When Amazon Cognito issues access tokens it doesn't include an aud
field.
In the documentation for Cognito tokens, the aud
field is listed for id tokens (always set to the same value as client_id
), but not for access tokens.
The relevant section of the JWT specification says:
If the principal processing the claim does not identify itself with a value in the "aud" claim when this claim is present, then the JWT MUST be rejected.
So, what's going on here. Who's right? Is this a security concern?
I notice that the iss
section of the token is specific to my user pool, and that can't have been tampered with, since it's signed by Amazon, so I think I should be safe
OAuth 2 and JWT are very confusing though, so I wanted to get more opinions.

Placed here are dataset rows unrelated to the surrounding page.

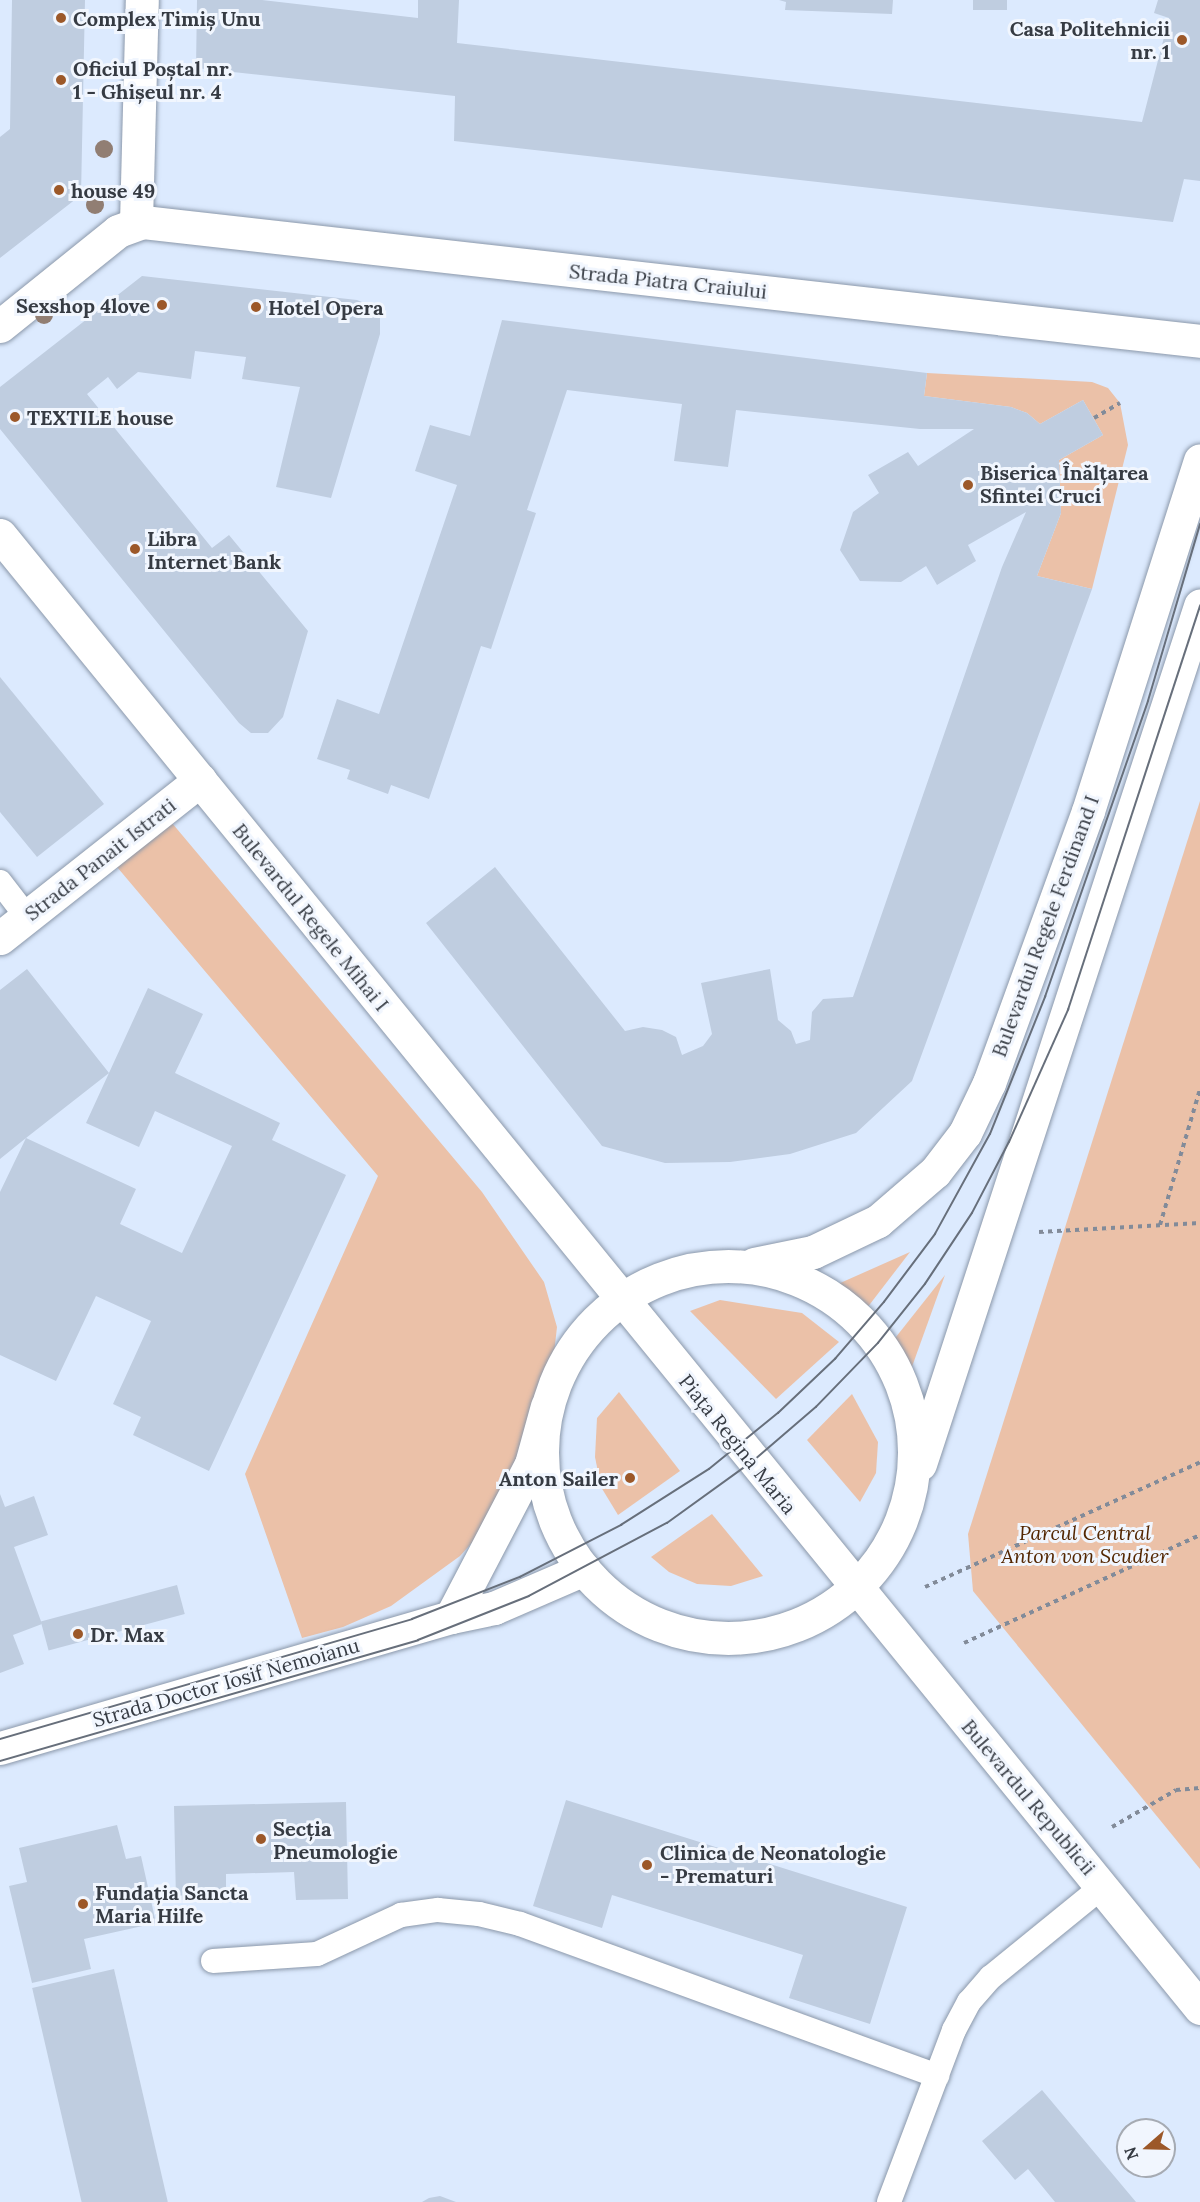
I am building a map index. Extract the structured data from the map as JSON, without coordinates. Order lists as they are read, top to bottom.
{
  "streets": {
    "main road": [
      "Strada Piatra Craiului",
      "Strada Panait Istrati",
      "Bulevardul Regele Mihai I",
      "Bulevardul Regele Ferdinand I",
      "Piața Regina Maria",
      "Strada Doctor Iosif Nemoianu",
      "Bulevardul Republicii"
    ]
  },
  "crossings": [
    ["Strada Panait Istrati", "Bulevardul Regele Mihai I"],
    ["Bulevardul Regele Mihai I", "Piața Regina Maria"],
    ["Piața Regina Maria", "Bulevardul Republicii"]
  ],
  "parks": ["Parcul Central Anton von Scudier"],
  "places": [
    "Complex Timiș Unu",
    "Casa Politehnicii nr. 1",
    "Oficiul Poștal nr. 1 - Ghișeul nr. 4",
    "house 49",
    "Sexshop 4love",
    "Hotel Opera",
    "TEXTILE house",
    "Biserica Înălțarea Sfintei Cruci",
    "Libra Internet Bank",
    "Anton Sailer",
    "Dr. Max",
    "Secția Pneumologie",
    "Clinica de Neonatologie - Prematuri",
    "Fundația Sancta Maria Hilfe"
  ],
  "north": "left"
}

From my reading of the RFC I do not think that AWS is doing anything wrong, specifically (note my emphisis):
If the principal processing the claim does not identify itself with a value in the "aud" claim when this claim is present, then the JWT MUST be rejected.

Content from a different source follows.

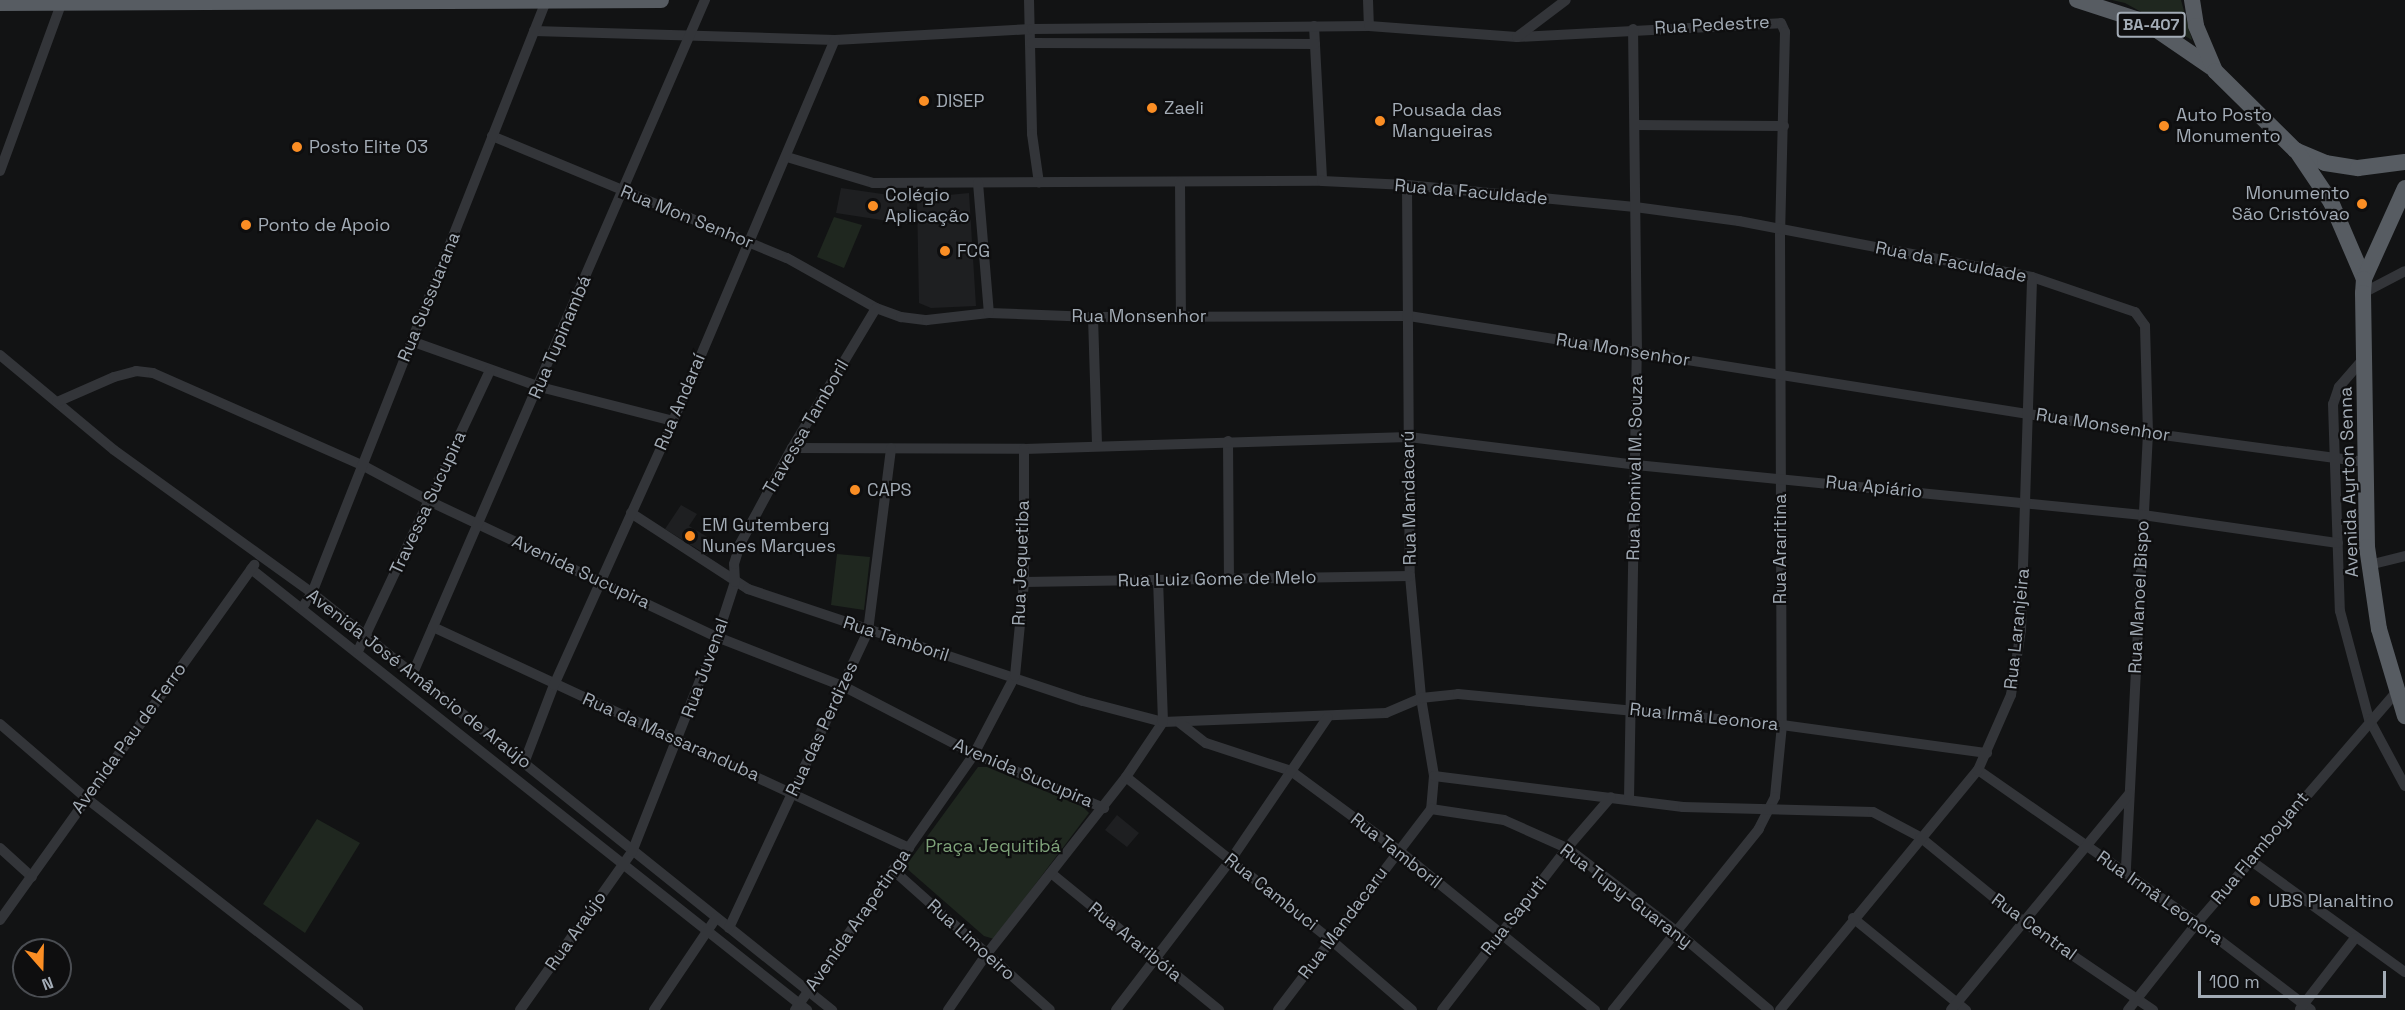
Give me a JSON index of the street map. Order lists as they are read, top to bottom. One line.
{"streets":{"highway":["BA-407","Avenida Ayrton Senna"],"street":["Rua Pedestre","Rua da Faculdade","Rua Mon Senhor","Rua Sussuarana","Rua Monsenhor","Rua Tupinambá","Rua Andaraí","Travessa Tamboril","Rua Romival M. Souza","Rua Apiário","Rua Mandacarú","Travessa Sucupira","Rua Araritina","Rua Jequetiba","Avenida Sucupira","Rua Luiz Gome de Melo","Rua Manoel Bispo","Rua Laranjeira","Rua Tamboril","Rua Juvenal","Avenida José Amâncio de Araújo","Rua Irmã Leonora","Rua das Perdizes","Rua da Massaranduba","Avenida Pau de Ferro","Rua Flamboyant","Rua Cambuci","Rua Tupy-Guarany","Rua Saputi","Avenida Arapetinga","Rua Mandacaru","Rua Central","Rua Araújo","Rua Limoeiro","Rua Araribóia"]},"crossings":[["Rua Pedestre","Rua Romival M. Souza"],["Rua Pedestre","Rua Araritina"],["BA-407","Avenida Ayrton Senna"],["Rua da Faculdade","Rua Andaraí"],["Rua da Faculdade","Rua Romival M. Souza"],["Rua da Faculdade","Rua Mandacarú"],["Rua da Faculdade","Rua Araritina"],["Rua da Faculdade","Rua Manoel Bispo"],["Rua da Faculdade","Rua Laranjeira"],["Rua Mon Senhor","Rua Sussuarana"],["Rua Mon Senhor","Rua Monsenhor"],["Rua Mon Senhor","Rua Tupinambá"],["Rua Mon Senhor","Rua Andaraí"],["Rua Mon Senhor","Travessa Tamboril"],["Rua Sussuarana","Avenida Sucupira"],["Rua Sussuarana","Avenida José Amâncio de Araújo"],["Rua Monsenhor","Travessa Tamboril"],["Rua Monsenhor","Rua Romival M. Souza"],["Rua Monsenhor","Avenida Ayrton Senna"],["Rua Monsenhor","Rua Mandacarú"],["Rua Monsenhor","Rua Araritina"],["Rua Monsenhor","Rua Manoel Bispo"],["Rua Monsenhor","Rua Laranjeira"],["Rua Tupinambá","Avenida Sucupira"],["Rua Tupinambá","Avenida José Amâncio de Araújo"],["Rua Tupinambá","Rua da Massaranduba"],["Rua Andaraí","Avenida Sucupira"],["Rua Andaraí","Rua Tamboril"],["Rua Andaraí","Avenida José Amâncio de Araújo"],["Rua Andaraí","Rua da Massaranduba"],["Travessa Tamboril","Rua Apiário"],["Travessa Tamboril","Rua Tamboril"],["Travessa Tamboril","Rua Juvenal"],["Rua Romival M. Souza","Rua Apiário"],["Rua Romival M. Souza","Rua Irmã Leonora"],["Rua Romival M. Souza","Rua Central"],["Avenida Ayrton Senna","Rua Flamboyant"],["Rua Apiário","Rua Mandacarú"],["Rua Apiário","Rua Araritina"],["Rua Apiário","Rua Jequetiba"],["Rua Apiário","Rua Manoel Bispo"],["Rua Apiário","Rua Laranjeira"],["Rua Apiário","Rua das Perdizes"],["Rua Mandacarú","Rua Luiz Gome de Melo"],["Rua Mandacarú","Rua Tamboril"],["Rua Mandacarú","Rua Irmã Leonora"],["Rua Mandacarú","Rua Tupy-Guarany"],["Rua Mandacarú","Rua Mandacaru"],["Rua Mandacarú","Rua Central"],["Travessa Sucupira","Avenida Sucupira"],["Travessa Sucupira","Avenida José Amâncio de Araújo"],["Rua Araritina","Rua Irmã Leonora"],["Rua Araritina","Rua Central"],["Rua Jequetiba","Rua Luiz Gome de Melo"],["Rua Jequetiba","Rua Tamboril"],["Rua Jequetiba","Avenida Arapetinga"],["Avenida Sucupira","Rua Juvenal"],["Avenida Sucupira","Avenida José Amâncio de Araújo"],["Avenida Sucupira","Rua das Perdizes"],["Avenida Sucupira","Avenida Arapetinga"],["Rua Manoel Bispo","Rua Irmã Leonora"],["Rua Laranjeira","Rua Irmã Leonora"],["Rua Laranjeira","Rua Central"],["Rua Tamboril","Rua Juvenal"],["Rua Tamboril","Rua Irmã Leonora"],["Rua Tamboril","Rua das Perdizes"],["Rua Tamboril","Rua Saputi"],["Rua Tamboril","Avenida Arapetinga"],["Rua Tamboril","Rua Mandacaru"],["Rua Juvenal","Avenida José Amâncio de Araújo"],["Rua Juvenal","Rua da Massaranduba"],["Rua Juvenal","Rua Araújo"],["Avenida José Amâncio de Araújo","Rua das Perdizes"],["Avenida José Amâncio de Araújo","Avenida Pau de Ferro"],["Avenida José Amâncio de Araújo","Avenida Arapetinga"],["Avenida José Amâncio de Araújo","Rua Araújo"],["Rua Irmã Leonora","Rua Flamboyant"],["Rua das Perdizes","Rua da Massaranduba"],["Rua da Massaranduba","Avenida Arapetinga"],["Rua Flamboyant","Rua Central"],["Rua Cambuci","Rua Mandacaru"],["Rua Tupy-Guarany","Rua Saputi"],["Rua Tupy-Guarany","Rua Mandacaru"],["Rua Saputi","Rua Central"],["Avenida Arapetinga","Rua Limoeiro"]],"parks":["Praça Jequitibá"],"places":["DISEP","Zaeli","Pousada das Mangueiras","Auto Posto Monumento","Posto Elite 03","Monumento São Cristóvao","Colégio Aplicação","Ponto de Apoio","FCG","CAPS","EM Gutemberg Nunes Marques","UBS Planaltino"],"scale_bar":"100 m","north":"bottom"}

Use of this claim is OPTIONAL.
Which, I believe, means that AWS is fine, because it's simply omitting the claim in the case of the access token, but it is identifying itself (in it's own way), by setting it to client_id
when it does make the claim on the id token.
It should be noted that the access token itself does encode and enforce the audience; in that when you use it against AWS' APIs it will enforce that you only receive the resources available on the client_id/scope that it was issued for.